**The problem:**
For the entries below, the expected answer is the line with "ctx.fillStyle = color;", the line with "ctx.lineWidth = width;", and every line between them, exactly as written, and nothing more.

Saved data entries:
[Start of section]

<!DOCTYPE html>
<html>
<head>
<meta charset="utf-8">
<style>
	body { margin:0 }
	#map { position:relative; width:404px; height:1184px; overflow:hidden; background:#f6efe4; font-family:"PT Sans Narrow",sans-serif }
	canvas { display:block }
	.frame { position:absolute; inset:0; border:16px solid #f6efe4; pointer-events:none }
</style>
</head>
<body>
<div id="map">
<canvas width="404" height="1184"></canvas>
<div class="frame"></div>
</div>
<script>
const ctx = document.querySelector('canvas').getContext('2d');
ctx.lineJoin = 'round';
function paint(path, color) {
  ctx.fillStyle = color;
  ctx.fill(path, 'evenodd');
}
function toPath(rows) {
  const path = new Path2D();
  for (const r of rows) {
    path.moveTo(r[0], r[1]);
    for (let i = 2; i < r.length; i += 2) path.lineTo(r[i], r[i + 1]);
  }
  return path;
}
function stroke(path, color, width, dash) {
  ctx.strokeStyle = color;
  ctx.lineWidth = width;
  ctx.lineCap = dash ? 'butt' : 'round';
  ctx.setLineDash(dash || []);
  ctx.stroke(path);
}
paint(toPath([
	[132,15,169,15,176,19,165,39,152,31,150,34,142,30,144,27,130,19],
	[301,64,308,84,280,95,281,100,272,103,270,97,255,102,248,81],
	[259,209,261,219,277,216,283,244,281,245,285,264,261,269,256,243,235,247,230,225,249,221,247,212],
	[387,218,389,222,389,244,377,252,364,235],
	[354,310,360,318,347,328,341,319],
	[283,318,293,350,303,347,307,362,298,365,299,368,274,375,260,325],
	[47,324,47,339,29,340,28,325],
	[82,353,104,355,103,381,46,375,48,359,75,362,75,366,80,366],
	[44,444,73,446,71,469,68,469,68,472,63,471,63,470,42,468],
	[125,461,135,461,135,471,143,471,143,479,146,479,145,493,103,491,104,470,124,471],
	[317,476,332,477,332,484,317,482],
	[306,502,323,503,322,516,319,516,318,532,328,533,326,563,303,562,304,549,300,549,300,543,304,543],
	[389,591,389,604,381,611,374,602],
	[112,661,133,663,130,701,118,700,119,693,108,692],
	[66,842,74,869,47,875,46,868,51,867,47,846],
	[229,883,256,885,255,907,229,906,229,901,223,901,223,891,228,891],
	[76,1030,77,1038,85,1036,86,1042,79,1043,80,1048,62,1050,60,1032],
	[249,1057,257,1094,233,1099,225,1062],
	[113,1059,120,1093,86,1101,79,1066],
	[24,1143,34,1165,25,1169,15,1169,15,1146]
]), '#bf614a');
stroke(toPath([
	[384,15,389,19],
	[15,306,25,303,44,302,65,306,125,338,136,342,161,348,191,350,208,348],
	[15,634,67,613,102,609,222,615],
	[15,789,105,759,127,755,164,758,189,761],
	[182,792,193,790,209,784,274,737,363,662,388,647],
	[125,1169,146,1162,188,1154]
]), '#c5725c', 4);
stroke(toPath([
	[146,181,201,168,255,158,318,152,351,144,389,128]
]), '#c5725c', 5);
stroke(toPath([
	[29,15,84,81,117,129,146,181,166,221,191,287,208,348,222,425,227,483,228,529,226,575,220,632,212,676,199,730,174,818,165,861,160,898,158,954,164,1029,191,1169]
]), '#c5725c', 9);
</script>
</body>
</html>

[End of section]

**Response for this exercise:**
  ctx.fillStyle = color;
  ctx.fill(path, 'evenodd');
}
function toPath(rows) {
  const path = new Path2D();
  for (const r of rows) {
    path.moveTo(r[0], r[1]);
    for (let i = 2; i < r.length; i += 2) path.lineTo(r[i], r[i + 1]);
  }
  return path;
}
function stroke(path, color, width, dash) {
  ctx.strokeStyle = color;
  ctx.lineWidth = width;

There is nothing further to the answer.